Every entry should be transcribed word for word, so that nothing is missing.
DATA TO USE section start
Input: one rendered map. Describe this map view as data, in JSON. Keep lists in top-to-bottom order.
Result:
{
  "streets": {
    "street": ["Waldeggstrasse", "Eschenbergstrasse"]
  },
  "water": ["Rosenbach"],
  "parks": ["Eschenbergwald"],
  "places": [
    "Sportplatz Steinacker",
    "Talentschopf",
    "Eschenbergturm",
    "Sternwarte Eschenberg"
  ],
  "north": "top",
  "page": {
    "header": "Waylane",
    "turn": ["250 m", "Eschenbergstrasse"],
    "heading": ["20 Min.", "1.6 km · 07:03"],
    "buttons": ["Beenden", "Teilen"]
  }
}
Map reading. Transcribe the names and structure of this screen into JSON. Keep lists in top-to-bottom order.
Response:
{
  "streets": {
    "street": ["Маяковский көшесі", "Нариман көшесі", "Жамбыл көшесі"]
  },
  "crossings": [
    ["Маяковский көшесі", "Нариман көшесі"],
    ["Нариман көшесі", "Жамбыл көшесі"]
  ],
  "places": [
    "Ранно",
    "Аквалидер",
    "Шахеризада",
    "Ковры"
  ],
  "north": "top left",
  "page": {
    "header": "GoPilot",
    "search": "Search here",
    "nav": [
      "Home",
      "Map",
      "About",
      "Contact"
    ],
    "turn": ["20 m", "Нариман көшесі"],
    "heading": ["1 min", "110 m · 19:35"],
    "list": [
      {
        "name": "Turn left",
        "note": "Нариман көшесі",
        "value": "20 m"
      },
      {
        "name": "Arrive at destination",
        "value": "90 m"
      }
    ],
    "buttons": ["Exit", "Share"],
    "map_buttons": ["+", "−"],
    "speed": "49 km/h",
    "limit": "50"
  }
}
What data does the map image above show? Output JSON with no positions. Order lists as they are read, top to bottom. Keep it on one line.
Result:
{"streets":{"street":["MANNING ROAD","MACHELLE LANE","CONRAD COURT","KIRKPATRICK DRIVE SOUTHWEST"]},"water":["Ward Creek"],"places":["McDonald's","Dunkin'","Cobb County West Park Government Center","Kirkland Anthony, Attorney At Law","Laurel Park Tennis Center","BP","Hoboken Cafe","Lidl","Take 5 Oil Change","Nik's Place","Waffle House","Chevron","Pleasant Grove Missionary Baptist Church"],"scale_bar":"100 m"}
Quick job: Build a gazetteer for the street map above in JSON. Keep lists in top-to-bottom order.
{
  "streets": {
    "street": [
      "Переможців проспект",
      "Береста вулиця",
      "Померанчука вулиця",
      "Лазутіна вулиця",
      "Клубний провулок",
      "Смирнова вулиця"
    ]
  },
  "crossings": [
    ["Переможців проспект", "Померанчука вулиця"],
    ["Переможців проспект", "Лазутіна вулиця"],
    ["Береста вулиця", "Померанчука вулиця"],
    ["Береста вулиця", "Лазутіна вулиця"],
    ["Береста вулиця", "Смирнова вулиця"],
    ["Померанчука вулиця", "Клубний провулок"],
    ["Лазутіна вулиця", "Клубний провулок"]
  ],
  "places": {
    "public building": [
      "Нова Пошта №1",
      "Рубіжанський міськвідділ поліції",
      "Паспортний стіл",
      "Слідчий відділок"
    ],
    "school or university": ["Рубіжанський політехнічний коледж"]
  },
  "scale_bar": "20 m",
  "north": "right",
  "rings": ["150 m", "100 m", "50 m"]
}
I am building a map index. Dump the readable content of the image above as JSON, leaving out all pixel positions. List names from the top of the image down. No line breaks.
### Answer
DATA TO USE section end
RESULT OF THIS TASK:
Input: one rendered map. Describe this map view as data, in JSON. Keep lists in top-to-bottom order.
Result:
{
  "streets": {
    "street": ["Waldeggstrasse", "Eschenbergstrasse"]
  },
  "water": ["Rosenbach"],
  "parks": ["Eschenbergwald"],
  "places": [
    "Sportplatz Steinacker",
    "Talentschopf",
    "Eschenbergturm",
    "Sternwarte Eschenberg"
  ],
  "north": "top",
  "page": {
    "header": "Waylane",
    "turn": ["250 m", "Eschenbergstrasse"],
    "heading": ["20 Min.", "1.6 km · 07:03"],
    "buttons": ["Beenden", "Teilen"]
  }
}
Map reading. Transcribe the names and structure of this screen into JSON. Keep lists in top-to-bottom order.
Response:
{
  "streets": {
    "street": ["Маяковский көшесі", "Нариман көшесі", "Жамбыл көшесі"]
  },
  "crossings": [
    ["Маяковский көшесі", "Нариман көшесі"],
    ["Нариман көшесі", "Жамбыл көшесі"]
  ],
  "places": [
    "Ранно",
    "Аквалидер",
    "Шахеризада",
    "Ковры"
  ],
  "north": "top left",
  "page": {
    "header": "GoPilot",
    "search": "Search here",
    "nav": [
      "Home",
      "Map",
      "About",
      "Contact"
    ],
    "turn": ["20 m", "Нариман көшесі"],
    "heading": ["1 min", "110 m · 19:35"],
    "list": [
      {
        "name": "Turn left",
        "note": "Нариман көшесі",
        "value": "20 m"
      },
      {
        "name": "Arrive at destination",
        "value": "90 m"
      }
    ],
    "buttons": ["Exit", "Share"],
    "map_buttons": ["+", "−"],
    "speed": "49 km/h",
    "limit": "50"
  }
}
What data does the map image above show? Output JSON with no positions. Order lists as they are read, top to bottom. Keep it on one line.
Result:
{"streets":{"street":["MANNING ROAD","MACHELLE LANE","CONRAD COURT","KIRKPATRICK DRIVE SOUTHWEST"]},"water":["Ward Creek"],"places":["McDonald's","Dunkin'","Cobb County West Park Government Center","Kirkland Anthony, Attorney At Law","Laurel Park Tennis Center","BP","Hoboken Cafe","Lidl","Take 5 Oil Change","Nik's Place","Waffle House","Chevron","Pleasant Grove Missionary Baptist Church"],"scale_bar":"100 m"}
Quick job: Build a gazetteer for the street map above in JSON. Keep lists in top-to-bottom order.
{
  "streets": {
    "street": [
      "Переможців проспект",
      "Береста вулиця",
      "Померанчука вулиця",
      "Лазутіна вулиця",
      "Клубний провулок",
      "Смирнова вулиця"
    ]
  },
  "crossings": [
    ["Переможців проспект", "Померанчука вулиця"],
    ["Переможців проспект", "Лазутіна вулиця"],
    ["Береста вулиця", "Померанчука вулиця"],
    ["Береста вулиця", "Лазутіна вулиця"],
    ["Береста вулиця", "Смирнова вулиця"],
    ["Померанчука вулиця", "Клубний провулок"],
    ["Лазутіна вулиця", "Клубний провулок"]
  ],
  "places": {
    "public building": [
      "Нова Пошта №1",
      "Рубіжанський міськвідділ поліції",
      "Паспортний стіл",
      "Слідчий відділок"
    ],
    "school or university": ["Рубіжанський політехнічний коледж"]
  },
  "scale_bar": "20 m",
  "north": "right",
  "rings": ["150 m", "100 m", "50 m"]
}
I am building a map index. Dump the readable content of the image above as JSON, leaving out all pixel positions. List names from the top of the image down. No line breaks.
### Answer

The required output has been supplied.